● **Exercise requirements**: Copy out each line featuring the string "none" from the entries beneath.

● **Supplied records**:
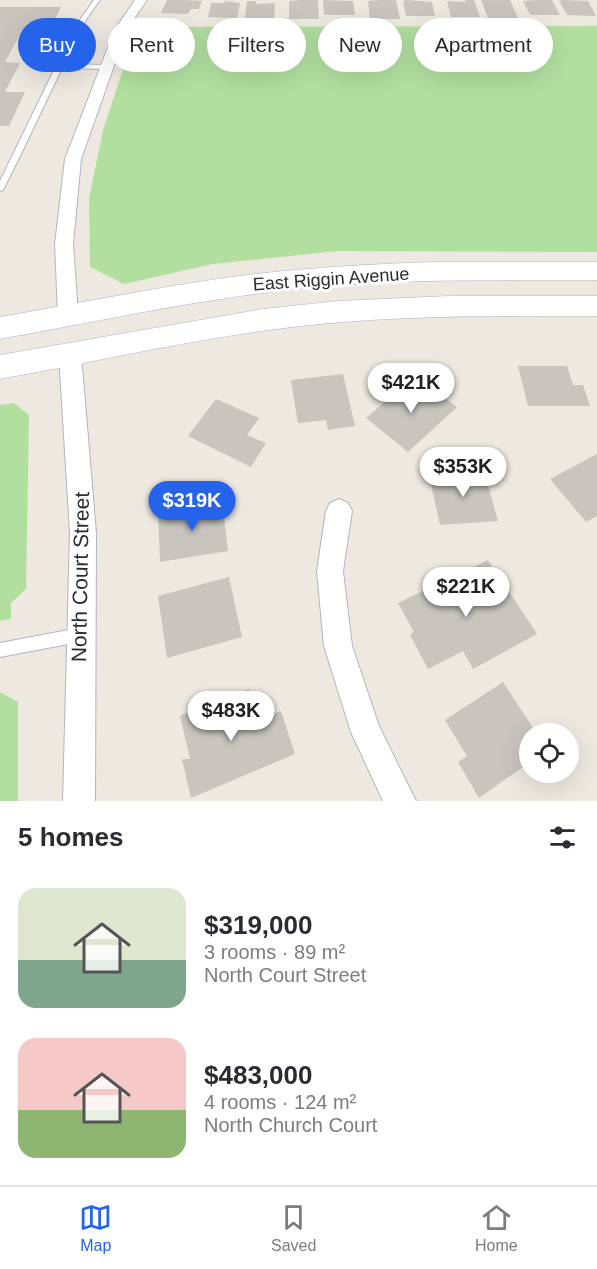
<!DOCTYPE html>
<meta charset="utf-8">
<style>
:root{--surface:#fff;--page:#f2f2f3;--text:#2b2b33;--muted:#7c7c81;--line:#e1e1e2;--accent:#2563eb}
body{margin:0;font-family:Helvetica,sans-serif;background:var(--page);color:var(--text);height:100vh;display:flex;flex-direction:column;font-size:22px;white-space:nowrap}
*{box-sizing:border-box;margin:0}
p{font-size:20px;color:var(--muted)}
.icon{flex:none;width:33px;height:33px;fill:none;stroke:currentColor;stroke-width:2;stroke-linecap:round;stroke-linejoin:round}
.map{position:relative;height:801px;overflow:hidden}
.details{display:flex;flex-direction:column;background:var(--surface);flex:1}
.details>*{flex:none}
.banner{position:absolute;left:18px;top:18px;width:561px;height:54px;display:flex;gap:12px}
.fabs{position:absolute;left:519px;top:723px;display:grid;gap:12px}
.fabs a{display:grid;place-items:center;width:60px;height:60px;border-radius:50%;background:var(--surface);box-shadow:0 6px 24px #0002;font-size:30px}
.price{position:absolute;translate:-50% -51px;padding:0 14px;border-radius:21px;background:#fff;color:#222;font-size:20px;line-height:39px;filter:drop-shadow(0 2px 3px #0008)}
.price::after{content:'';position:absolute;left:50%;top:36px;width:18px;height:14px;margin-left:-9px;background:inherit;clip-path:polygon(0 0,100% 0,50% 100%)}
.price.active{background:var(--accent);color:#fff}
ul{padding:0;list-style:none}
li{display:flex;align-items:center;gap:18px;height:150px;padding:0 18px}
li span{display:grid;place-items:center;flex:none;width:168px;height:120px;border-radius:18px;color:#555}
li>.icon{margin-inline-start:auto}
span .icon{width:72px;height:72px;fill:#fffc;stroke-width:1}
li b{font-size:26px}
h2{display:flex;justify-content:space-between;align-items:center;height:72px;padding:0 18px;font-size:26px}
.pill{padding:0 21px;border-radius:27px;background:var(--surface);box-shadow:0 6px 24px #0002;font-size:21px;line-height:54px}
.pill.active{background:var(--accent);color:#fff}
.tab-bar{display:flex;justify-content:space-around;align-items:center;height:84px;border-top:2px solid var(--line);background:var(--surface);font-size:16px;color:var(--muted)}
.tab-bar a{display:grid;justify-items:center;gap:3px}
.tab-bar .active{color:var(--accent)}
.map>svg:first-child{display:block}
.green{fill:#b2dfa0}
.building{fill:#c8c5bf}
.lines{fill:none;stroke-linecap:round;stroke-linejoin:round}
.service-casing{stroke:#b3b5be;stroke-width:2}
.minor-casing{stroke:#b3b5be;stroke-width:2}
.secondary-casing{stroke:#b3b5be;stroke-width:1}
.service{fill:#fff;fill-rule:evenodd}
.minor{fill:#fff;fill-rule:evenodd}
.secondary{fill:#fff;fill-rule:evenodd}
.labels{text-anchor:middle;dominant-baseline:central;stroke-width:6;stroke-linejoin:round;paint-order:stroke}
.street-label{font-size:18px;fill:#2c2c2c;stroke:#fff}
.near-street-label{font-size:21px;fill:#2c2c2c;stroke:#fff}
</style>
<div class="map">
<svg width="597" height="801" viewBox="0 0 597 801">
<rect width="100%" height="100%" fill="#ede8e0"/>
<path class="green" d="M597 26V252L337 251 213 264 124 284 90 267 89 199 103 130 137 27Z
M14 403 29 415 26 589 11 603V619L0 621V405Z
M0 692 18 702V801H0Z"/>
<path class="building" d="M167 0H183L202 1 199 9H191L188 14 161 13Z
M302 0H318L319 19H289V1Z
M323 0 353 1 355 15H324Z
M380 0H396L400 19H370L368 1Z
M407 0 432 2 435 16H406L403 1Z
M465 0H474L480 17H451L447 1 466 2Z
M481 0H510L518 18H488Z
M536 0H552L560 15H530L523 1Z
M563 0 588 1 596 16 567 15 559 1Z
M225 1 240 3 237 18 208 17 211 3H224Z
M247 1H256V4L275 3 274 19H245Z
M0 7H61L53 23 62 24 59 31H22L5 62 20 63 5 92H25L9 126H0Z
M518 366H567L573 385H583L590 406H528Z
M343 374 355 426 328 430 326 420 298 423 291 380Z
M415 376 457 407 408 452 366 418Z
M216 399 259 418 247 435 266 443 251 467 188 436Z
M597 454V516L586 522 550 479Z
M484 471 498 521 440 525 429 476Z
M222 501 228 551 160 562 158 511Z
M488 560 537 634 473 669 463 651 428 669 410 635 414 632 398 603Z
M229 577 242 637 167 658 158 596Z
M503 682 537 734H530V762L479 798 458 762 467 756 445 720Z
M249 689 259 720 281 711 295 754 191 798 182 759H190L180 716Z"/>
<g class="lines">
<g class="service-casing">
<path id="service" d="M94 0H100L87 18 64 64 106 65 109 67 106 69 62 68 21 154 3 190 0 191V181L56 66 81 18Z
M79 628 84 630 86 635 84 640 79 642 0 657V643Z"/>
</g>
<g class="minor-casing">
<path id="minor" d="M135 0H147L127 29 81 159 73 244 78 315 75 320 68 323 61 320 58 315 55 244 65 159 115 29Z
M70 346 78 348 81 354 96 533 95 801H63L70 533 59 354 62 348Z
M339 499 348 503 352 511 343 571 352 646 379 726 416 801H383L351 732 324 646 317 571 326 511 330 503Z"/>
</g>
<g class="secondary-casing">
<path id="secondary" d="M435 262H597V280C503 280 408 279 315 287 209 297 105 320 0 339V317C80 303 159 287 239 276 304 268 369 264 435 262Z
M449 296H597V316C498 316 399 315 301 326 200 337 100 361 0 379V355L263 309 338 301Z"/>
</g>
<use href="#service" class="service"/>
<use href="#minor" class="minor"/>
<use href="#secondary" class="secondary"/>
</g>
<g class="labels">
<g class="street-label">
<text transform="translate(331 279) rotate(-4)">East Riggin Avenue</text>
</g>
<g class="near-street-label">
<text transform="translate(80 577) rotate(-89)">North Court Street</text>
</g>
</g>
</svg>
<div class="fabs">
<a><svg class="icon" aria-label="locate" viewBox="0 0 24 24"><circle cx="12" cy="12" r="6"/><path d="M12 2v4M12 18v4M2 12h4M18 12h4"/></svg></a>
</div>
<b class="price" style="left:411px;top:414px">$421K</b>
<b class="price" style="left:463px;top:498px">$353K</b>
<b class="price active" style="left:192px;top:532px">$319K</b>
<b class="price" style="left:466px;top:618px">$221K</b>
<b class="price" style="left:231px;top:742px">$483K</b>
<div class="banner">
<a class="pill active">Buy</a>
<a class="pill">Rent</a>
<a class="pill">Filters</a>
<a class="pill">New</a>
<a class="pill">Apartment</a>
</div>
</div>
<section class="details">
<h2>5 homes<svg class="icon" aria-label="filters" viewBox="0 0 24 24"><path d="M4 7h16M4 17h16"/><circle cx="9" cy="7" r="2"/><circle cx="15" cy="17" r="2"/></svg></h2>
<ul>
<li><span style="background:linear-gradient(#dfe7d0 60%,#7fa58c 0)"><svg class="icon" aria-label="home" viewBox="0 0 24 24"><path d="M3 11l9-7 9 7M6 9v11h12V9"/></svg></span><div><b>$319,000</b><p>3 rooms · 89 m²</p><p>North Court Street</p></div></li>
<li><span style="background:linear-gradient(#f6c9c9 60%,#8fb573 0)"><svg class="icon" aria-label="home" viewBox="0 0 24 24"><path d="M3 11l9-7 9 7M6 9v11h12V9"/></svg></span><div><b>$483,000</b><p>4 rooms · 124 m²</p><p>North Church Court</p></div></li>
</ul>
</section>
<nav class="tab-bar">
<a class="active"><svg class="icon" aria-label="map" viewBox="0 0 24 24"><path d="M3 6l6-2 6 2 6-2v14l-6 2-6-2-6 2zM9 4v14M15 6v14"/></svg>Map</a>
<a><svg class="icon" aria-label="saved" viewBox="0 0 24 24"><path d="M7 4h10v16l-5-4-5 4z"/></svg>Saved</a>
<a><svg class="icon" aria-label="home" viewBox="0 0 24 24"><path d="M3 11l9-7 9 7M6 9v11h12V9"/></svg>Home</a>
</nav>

● **Answer section**:
.icon{flex:none;width:33px;height:33px;fill:none;stroke:currentColor;stroke-width:2;stroke-linecap:round;stroke-linejoin:round}
.details>*{flex:none}
ul{padding:0;list-style:none}
li span{display:grid;place-items:center;flex:none;width:168px;height:120px;border-radius:18px;color:#555}
.lines{fill:none;stroke-linecap:round;stroke-linejoin:round}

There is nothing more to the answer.